START Material shown

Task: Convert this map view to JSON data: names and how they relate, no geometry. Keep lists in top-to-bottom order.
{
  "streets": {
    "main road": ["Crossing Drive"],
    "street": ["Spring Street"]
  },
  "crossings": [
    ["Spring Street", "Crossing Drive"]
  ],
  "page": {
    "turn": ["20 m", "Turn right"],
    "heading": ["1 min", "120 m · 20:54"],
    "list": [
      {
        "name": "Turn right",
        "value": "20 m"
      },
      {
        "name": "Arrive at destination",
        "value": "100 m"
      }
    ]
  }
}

END Material shown

The task:
Give back each record, exactly as it reads.

Output:
Task: Convert this map view to JSON data: names and how they relate, no geometry. Keep lists in top-to-bottom order.
{
  "streets": {
    "main road": ["Crossing Drive"],
    "street": ["Spring Street"]
  },
  "crossings": [
    ["Spring Street", "Crossing Drive"]
  ],
  "page": {
    "turn": ["20 m", "Turn right"],
    "heading": ["1 min", "120 m · 20:54"],
    "list": [
      {
        "name": "Turn right",
        "value": "20 m"
      },
      {
        "name": "Arrive at destination",
        "value": "100 m"
      }
    ]
  }
}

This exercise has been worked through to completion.